WHAT NEEDS TO BE DONE:
Each entry is to be reproduced verbatim, and images are to be omitted.

═══ DATA SECTION ═══

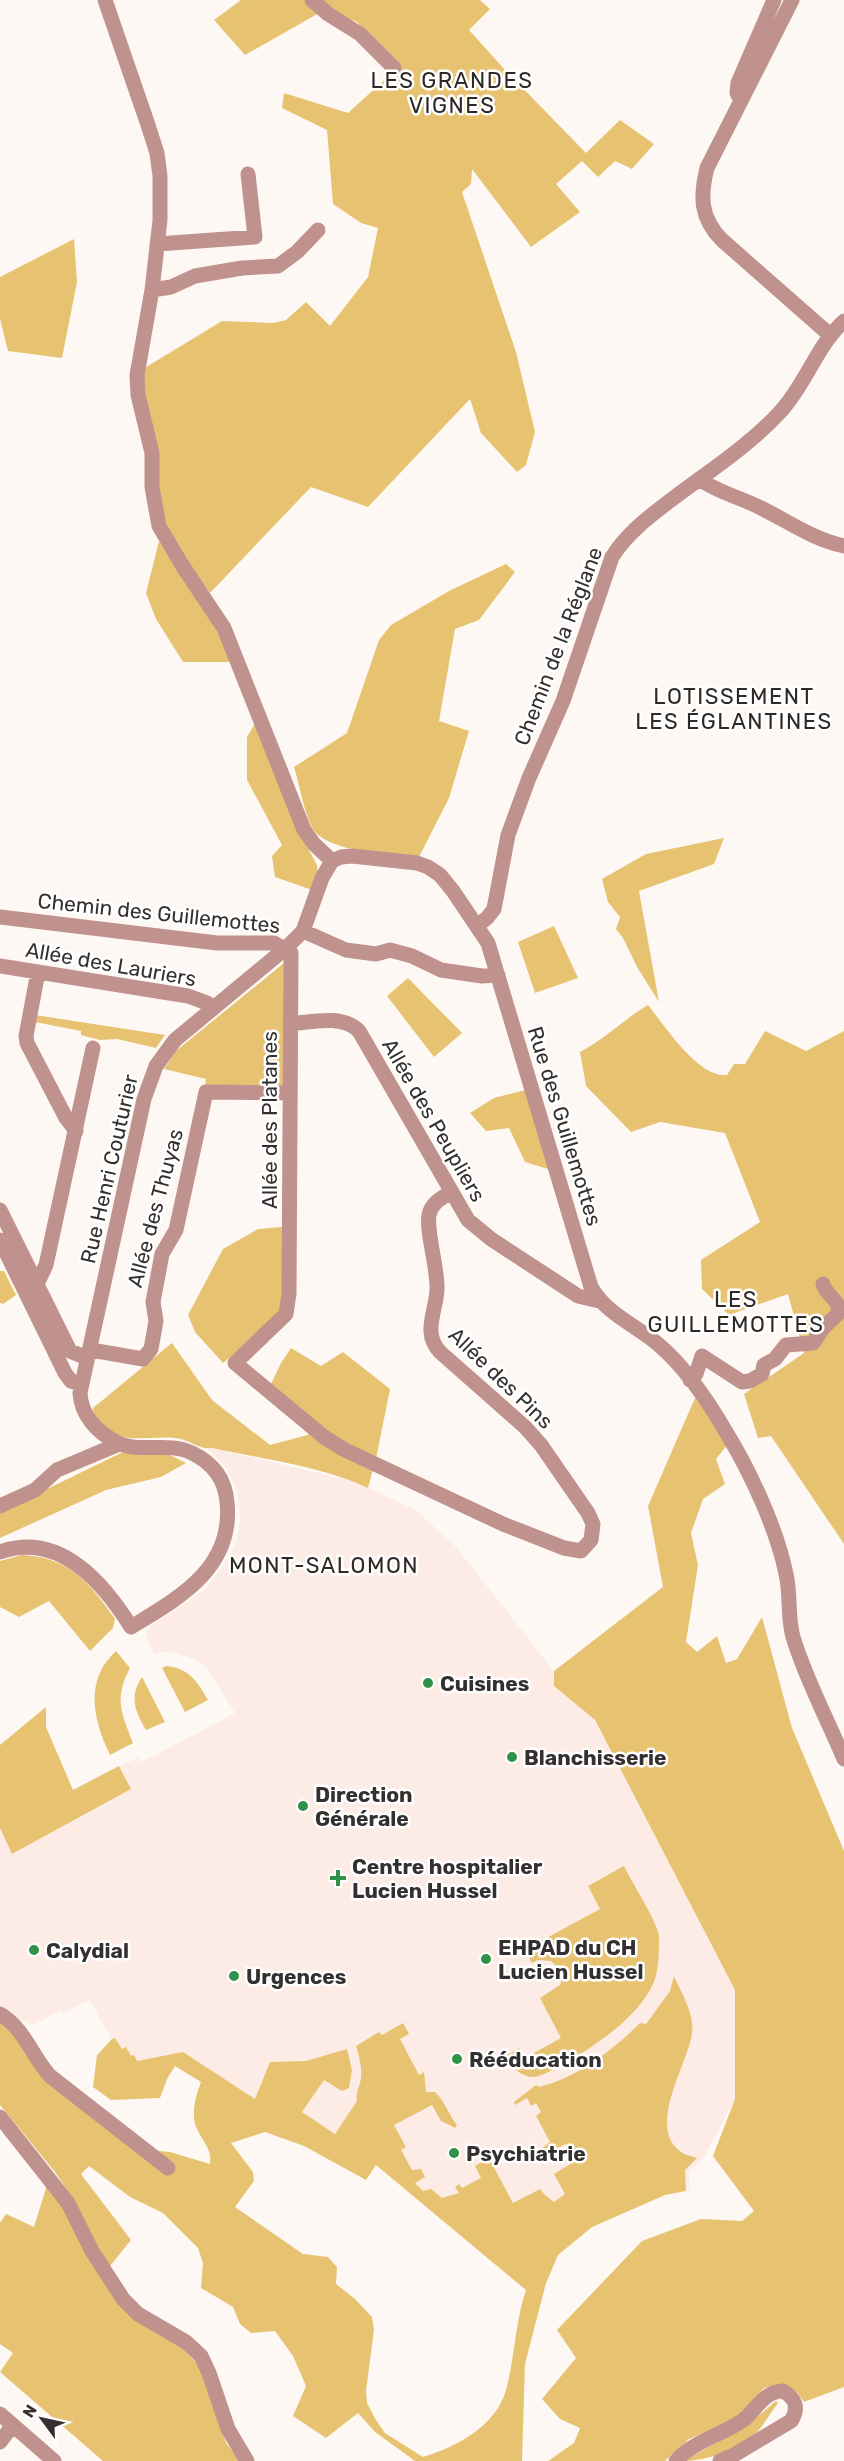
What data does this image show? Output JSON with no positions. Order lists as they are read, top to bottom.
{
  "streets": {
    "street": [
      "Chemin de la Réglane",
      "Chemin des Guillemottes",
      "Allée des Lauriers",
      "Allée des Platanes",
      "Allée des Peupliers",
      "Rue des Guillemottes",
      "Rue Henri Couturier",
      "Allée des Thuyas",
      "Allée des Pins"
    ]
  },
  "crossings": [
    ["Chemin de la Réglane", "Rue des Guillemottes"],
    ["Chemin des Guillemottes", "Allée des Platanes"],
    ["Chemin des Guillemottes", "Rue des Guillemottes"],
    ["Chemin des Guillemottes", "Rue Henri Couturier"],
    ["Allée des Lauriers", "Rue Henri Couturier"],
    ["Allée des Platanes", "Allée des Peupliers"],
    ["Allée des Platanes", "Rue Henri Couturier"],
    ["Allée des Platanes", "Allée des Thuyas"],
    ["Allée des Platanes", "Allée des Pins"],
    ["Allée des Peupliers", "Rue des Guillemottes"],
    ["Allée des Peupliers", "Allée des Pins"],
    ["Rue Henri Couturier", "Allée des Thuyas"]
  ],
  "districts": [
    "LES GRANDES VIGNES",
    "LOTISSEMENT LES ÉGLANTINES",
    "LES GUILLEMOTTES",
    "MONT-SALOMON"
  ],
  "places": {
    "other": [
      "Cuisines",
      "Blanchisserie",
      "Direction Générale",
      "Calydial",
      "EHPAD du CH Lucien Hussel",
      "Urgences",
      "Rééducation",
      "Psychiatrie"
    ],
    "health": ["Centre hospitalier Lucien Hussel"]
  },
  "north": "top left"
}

═══

TASK RESPONSE:
What data does this image show? Output JSON with no positions. Order lists as they are read, top to bottom.
{
  "streets": {
    "street": [
      "Chemin de la Réglane",
      "Chemin des Guillemottes",
      "Allée des Lauriers",
      "Allée des Platanes",
      "Allée des Peupliers",
      "Rue des Guillemottes",
      "Rue Henri Couturier",
      "Allée des Thuyas",
      "Allée des Pins"
    ]
  },
  "crossings": [
    ["Chemin de la Réglane", "Rue des Guillemottes"],
    ["Chemin des Guillemottes", "Allée des Platanes"],
    ["Chemin des Guillemottes", "Rue des Guillemottes"],
    ["Chemin des Guillemottes", "Rue Henri Couturier"],
    ["Allée des Lauriers", "Rue Henri Couturier"],
    ["Allée des Platanes", "Allée des Peupliers"],
    ["Allée des Platanes", "Rue Henri Couturier"],
    ["Allée des Platanes", "Allée des Thuyas"],
    ["Allée des Platanes", "Allée des Pins"],
    ["Allée des Peupliers", "Rue des Guillemottes"],
    ["Allée des Peupliers", "Allée des Pins"],
    ["Rue Henri Couturier", "Allée des Thuyas"]
  ],
  "districts": [
    "LES GRANDES VIGNES",
    "LOTISSEMENT LES ÉGLANTINES",
    "LES GUILLEMOTTES",
    "MONT-SALOMON"
  ],
  "places": {
    "other": [
      "Cuisines",
      "Blanchisserie",
      "Direction Générale",
      "Calydial",
      "EHPAD du CH Lucien Hussel",
      "Urgences",
      "Rééducation",
      "Psychiatrie"
    ],
    "health": ["Centre hospitalier Lucien Hussel"]
  },
  "north": "top left"
}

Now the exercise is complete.